■ **Aim of the exercise**
Find the lines below that include the word "isNaN" and report how many there are, with no other text.

■ **The records**
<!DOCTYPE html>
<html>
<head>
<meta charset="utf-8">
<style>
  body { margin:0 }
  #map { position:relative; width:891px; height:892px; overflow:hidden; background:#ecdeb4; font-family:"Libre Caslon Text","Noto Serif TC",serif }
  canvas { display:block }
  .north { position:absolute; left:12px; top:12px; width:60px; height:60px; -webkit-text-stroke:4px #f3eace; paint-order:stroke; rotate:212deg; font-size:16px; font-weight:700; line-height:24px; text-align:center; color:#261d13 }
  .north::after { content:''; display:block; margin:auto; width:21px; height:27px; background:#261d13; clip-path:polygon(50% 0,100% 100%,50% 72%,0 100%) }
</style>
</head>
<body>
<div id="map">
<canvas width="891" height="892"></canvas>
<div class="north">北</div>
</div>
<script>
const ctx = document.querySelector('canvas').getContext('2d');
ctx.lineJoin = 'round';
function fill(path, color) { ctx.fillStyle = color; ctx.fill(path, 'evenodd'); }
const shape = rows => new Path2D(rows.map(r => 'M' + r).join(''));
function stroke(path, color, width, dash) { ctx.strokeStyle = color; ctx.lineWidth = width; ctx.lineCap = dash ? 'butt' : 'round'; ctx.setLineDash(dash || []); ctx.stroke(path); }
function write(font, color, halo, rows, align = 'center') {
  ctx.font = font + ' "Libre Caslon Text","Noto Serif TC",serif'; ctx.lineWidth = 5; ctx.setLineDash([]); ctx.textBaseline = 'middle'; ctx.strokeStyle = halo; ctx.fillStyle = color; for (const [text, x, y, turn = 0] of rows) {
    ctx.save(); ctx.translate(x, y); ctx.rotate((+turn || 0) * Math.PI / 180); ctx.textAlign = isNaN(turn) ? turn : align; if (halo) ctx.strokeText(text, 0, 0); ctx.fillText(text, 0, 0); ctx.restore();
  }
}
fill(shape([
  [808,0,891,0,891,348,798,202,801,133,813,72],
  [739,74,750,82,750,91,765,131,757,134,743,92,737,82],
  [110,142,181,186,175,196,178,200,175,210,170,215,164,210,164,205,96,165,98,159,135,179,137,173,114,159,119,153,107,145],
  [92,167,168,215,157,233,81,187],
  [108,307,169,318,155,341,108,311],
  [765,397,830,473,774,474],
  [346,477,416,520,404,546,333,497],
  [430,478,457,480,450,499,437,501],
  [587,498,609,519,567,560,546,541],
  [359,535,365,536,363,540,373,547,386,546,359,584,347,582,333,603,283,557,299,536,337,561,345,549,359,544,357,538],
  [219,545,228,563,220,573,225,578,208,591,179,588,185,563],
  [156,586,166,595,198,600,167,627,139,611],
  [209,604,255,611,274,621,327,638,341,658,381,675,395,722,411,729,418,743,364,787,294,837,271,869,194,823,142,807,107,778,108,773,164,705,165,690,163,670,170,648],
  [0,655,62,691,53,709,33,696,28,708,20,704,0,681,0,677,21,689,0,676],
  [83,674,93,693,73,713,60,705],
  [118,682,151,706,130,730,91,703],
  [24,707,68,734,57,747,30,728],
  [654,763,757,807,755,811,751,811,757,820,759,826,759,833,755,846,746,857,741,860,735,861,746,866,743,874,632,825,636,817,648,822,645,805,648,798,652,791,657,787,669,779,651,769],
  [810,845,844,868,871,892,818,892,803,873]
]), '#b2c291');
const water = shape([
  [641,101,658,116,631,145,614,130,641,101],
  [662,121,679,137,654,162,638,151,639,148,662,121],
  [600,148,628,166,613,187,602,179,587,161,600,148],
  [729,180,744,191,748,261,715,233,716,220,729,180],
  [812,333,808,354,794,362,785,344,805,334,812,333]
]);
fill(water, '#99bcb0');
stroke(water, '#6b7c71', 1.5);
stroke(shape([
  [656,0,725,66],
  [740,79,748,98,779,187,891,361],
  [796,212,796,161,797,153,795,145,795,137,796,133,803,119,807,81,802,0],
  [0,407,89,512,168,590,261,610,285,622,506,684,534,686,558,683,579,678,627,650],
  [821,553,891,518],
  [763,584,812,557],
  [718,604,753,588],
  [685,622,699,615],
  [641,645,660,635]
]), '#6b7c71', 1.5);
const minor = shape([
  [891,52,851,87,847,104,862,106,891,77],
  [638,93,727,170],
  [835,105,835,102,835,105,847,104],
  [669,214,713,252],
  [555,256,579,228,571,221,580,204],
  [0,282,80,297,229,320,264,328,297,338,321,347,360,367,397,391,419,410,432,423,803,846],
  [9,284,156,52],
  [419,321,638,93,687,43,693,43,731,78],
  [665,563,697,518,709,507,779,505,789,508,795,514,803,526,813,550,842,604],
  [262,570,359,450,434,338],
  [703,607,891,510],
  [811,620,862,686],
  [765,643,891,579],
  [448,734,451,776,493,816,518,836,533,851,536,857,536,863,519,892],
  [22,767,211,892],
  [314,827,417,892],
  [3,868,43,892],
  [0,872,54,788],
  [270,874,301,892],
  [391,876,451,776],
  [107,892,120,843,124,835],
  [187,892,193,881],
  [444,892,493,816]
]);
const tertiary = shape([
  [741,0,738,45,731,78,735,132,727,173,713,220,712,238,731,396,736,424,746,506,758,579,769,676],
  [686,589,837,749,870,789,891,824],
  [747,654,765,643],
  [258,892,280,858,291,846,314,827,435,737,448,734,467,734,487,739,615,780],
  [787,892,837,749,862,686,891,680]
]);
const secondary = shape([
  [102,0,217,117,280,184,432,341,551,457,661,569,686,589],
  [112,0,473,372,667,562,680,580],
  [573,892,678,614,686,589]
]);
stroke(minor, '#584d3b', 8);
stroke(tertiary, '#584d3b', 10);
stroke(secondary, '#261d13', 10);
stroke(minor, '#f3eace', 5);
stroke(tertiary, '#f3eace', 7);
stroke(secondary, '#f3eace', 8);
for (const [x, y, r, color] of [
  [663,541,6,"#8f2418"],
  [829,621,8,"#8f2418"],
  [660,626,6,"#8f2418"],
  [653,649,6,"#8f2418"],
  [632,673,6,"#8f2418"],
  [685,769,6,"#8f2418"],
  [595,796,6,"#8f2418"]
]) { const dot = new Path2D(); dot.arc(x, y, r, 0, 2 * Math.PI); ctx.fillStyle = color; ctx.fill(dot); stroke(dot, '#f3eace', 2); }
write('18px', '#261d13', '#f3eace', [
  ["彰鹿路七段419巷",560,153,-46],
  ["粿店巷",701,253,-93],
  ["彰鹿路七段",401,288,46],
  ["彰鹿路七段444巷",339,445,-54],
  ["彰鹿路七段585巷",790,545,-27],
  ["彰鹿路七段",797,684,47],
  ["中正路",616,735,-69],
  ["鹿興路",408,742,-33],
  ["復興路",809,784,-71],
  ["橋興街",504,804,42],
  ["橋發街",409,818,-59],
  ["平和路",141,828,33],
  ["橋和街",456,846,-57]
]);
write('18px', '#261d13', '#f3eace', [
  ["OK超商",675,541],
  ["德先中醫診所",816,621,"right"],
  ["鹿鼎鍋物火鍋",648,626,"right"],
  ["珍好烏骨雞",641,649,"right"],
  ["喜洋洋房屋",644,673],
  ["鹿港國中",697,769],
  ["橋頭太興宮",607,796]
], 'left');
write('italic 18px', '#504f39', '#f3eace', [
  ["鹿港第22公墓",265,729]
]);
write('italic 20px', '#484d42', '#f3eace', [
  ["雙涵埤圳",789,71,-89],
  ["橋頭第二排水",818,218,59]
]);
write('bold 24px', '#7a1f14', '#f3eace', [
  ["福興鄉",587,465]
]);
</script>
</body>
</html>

--

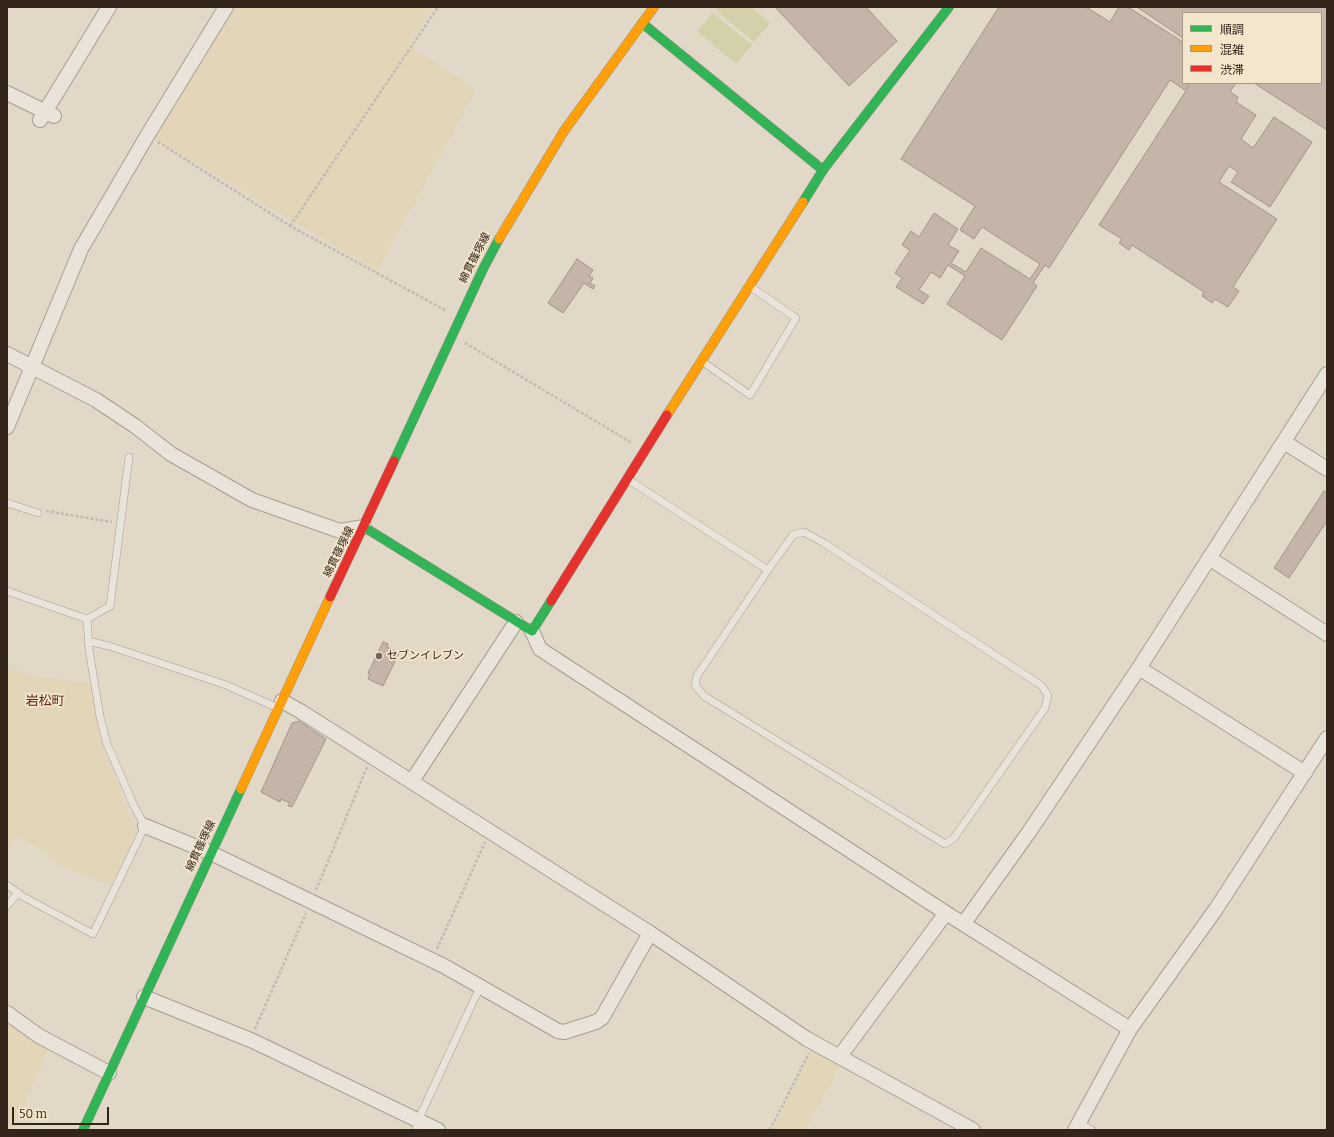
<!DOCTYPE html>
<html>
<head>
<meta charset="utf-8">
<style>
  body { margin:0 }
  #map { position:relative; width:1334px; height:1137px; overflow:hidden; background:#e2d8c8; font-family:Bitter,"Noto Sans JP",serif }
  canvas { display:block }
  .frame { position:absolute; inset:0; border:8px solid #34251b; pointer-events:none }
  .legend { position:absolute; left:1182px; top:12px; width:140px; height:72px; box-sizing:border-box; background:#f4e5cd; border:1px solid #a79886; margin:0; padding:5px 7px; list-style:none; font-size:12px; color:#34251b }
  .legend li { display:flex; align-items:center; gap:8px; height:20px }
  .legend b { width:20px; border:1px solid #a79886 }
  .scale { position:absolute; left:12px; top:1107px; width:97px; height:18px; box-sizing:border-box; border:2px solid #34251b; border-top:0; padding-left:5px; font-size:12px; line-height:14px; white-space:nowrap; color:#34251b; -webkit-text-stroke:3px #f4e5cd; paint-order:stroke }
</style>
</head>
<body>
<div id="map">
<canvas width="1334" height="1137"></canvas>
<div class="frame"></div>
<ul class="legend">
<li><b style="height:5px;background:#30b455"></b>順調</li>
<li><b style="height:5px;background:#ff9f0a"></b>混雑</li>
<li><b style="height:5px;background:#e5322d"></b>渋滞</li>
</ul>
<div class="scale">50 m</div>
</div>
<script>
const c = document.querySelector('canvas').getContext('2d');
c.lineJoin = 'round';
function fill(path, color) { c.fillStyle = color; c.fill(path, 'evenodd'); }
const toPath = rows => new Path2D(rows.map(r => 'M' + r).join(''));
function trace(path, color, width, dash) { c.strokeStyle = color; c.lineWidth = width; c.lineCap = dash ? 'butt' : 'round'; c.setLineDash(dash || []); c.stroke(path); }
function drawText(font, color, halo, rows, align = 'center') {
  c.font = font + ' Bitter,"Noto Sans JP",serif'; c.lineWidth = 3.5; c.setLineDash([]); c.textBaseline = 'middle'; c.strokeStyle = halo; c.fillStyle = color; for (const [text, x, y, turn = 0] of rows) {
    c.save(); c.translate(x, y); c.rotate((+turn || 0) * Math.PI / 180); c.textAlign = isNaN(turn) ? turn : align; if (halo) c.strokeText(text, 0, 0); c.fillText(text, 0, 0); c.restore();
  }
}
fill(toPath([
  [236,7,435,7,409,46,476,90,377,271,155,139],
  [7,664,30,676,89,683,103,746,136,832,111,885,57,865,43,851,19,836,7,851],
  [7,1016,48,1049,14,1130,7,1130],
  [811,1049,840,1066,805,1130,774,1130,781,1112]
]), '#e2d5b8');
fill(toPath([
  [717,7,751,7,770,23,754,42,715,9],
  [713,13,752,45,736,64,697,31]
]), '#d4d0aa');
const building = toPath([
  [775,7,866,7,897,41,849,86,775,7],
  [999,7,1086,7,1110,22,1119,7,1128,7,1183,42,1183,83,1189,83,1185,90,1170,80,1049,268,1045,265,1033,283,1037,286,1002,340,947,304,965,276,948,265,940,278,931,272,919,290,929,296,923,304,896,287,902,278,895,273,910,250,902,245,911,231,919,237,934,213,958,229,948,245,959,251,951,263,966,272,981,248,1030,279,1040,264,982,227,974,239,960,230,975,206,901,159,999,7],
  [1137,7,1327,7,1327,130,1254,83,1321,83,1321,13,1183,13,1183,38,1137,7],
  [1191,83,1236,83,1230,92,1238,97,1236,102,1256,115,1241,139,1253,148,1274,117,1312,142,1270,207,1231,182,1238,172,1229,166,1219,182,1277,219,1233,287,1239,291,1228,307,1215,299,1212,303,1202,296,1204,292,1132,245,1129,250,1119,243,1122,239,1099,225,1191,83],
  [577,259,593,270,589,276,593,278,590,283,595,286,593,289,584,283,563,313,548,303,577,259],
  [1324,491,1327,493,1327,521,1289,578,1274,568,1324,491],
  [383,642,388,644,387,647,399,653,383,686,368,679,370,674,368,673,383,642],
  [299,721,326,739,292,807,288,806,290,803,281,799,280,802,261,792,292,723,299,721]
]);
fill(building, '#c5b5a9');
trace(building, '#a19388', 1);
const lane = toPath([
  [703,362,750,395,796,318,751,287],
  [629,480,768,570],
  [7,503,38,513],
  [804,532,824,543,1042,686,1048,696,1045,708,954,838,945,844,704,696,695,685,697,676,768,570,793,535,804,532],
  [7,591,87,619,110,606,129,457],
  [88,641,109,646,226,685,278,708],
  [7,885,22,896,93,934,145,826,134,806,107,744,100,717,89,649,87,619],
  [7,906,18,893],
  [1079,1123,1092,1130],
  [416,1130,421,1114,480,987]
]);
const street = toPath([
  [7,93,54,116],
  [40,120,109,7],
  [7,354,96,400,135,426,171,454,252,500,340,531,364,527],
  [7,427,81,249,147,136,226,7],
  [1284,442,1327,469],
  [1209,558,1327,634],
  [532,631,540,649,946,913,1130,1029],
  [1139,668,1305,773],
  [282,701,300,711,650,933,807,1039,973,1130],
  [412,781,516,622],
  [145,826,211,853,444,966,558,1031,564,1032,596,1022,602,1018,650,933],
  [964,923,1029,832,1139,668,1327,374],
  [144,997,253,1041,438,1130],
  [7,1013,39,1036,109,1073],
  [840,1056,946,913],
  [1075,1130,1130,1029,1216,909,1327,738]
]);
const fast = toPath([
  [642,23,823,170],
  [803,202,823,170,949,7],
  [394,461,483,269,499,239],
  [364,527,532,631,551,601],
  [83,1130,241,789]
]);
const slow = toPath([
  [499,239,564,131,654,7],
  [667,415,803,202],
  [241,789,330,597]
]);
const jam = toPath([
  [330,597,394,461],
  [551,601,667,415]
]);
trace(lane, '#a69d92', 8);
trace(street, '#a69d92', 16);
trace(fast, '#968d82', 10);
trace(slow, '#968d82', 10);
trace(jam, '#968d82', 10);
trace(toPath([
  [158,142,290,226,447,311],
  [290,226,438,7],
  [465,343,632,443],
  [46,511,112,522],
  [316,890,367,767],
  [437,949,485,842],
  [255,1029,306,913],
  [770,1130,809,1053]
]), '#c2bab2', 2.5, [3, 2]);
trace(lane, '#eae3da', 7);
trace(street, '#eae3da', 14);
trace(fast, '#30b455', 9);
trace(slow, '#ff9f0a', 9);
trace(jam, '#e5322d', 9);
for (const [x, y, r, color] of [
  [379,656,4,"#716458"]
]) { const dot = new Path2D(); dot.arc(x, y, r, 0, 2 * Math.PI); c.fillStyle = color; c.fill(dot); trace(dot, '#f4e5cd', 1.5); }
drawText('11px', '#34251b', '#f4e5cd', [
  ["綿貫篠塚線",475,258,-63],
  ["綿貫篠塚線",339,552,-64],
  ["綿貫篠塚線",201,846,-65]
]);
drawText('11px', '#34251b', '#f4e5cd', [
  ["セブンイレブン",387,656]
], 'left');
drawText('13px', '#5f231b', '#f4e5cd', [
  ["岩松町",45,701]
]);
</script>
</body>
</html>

■ **Written solution**
2